The rollout of an effective coronavirus vaccine could boost London’s economy by £22 billion and save more than 30,000 jobs, according to new research.
A study by consultant Arup suggests that if the discovery of a Covid-19 vaccine allows workers to return to offices in London three days a week by 2021, the boost to the capital’s economy would protect 31,000 jobs across entertainment, retail, hospitality and accommodation.
In the report’s best-case scenario, where workers can return to their offices in London for four days a week by the end of 2021, the economic benefit would soar to £41 billion with 57,000 jobs saved from redundancy.
It comes after recent news of two possible Covid-19 vaccines from Moderna and Pfizer/BioNTech, which claim to be more than 90% effective in late-stage trials.
But the study also highlighted how vital the discovery of a working vaccine is for the London economy and jobs sector.

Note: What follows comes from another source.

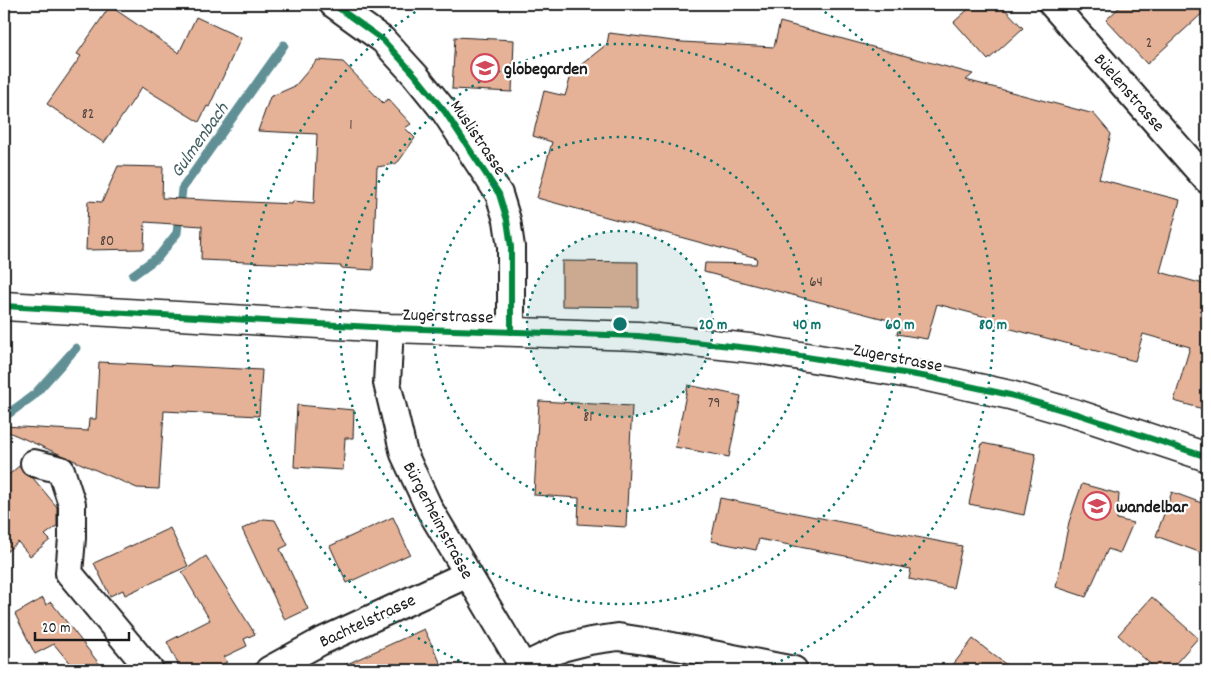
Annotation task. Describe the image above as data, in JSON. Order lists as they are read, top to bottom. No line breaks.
{"streets":{"main road":["Zugerstrasse"],"street":["Büelenstrasse","Muslistrasse","Bürgerheimstrasse","Bachtelstrasse"]},"crossings":[["Muslistrasse","Zugerstrasse"],["Zugerstrasse","Bürgerheimstrasse"],["Bürgerheimstrasse","Bachtelstrasse"]],"water":["Gulmenbach"],"places":{"school or university":["globegarden","wandelbar"]},"house_numbers":["2","82","1","80","64","79","81"],"scale_bar":"20 m","rings":["20 m","40 m","60 m","80 m"]}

Its doomsday scenario – where no vaccine is found and lockdowns persist throughout much of next year – predicts as much as £84 billion could be wiped off the London economy compared with pre-Covid levels and around 117,000 jobs are at risk across the hardest hit sectors.
Central London produces nearly 11% of Britain’s national output, as well as the lion’s share of London’s £39 billion tax surplus, according to the report.
Business leader Ruth Duston, who oversees nine central London business districts and who commissioned the research, said: “The realistic prospect of a vaccine for Covid-19 being approved and distributed in the coming months will fill many in the business community with great hope.
“This research demonstrates why – it’s clear from these projections that any measures which mean people can return to their offices come with enormous economic benefits, saving tens of thousands of jobs and generating billions for the economy.”
But she added: “Even with office workers at their desks three days a week by next year, we must remember that occupancy rates will still be significantly lower (around minus 34%) than they were pre-Covid-19.
“The return to the office is also likely to be slow, and it will take another 12 months to reach these new levels.”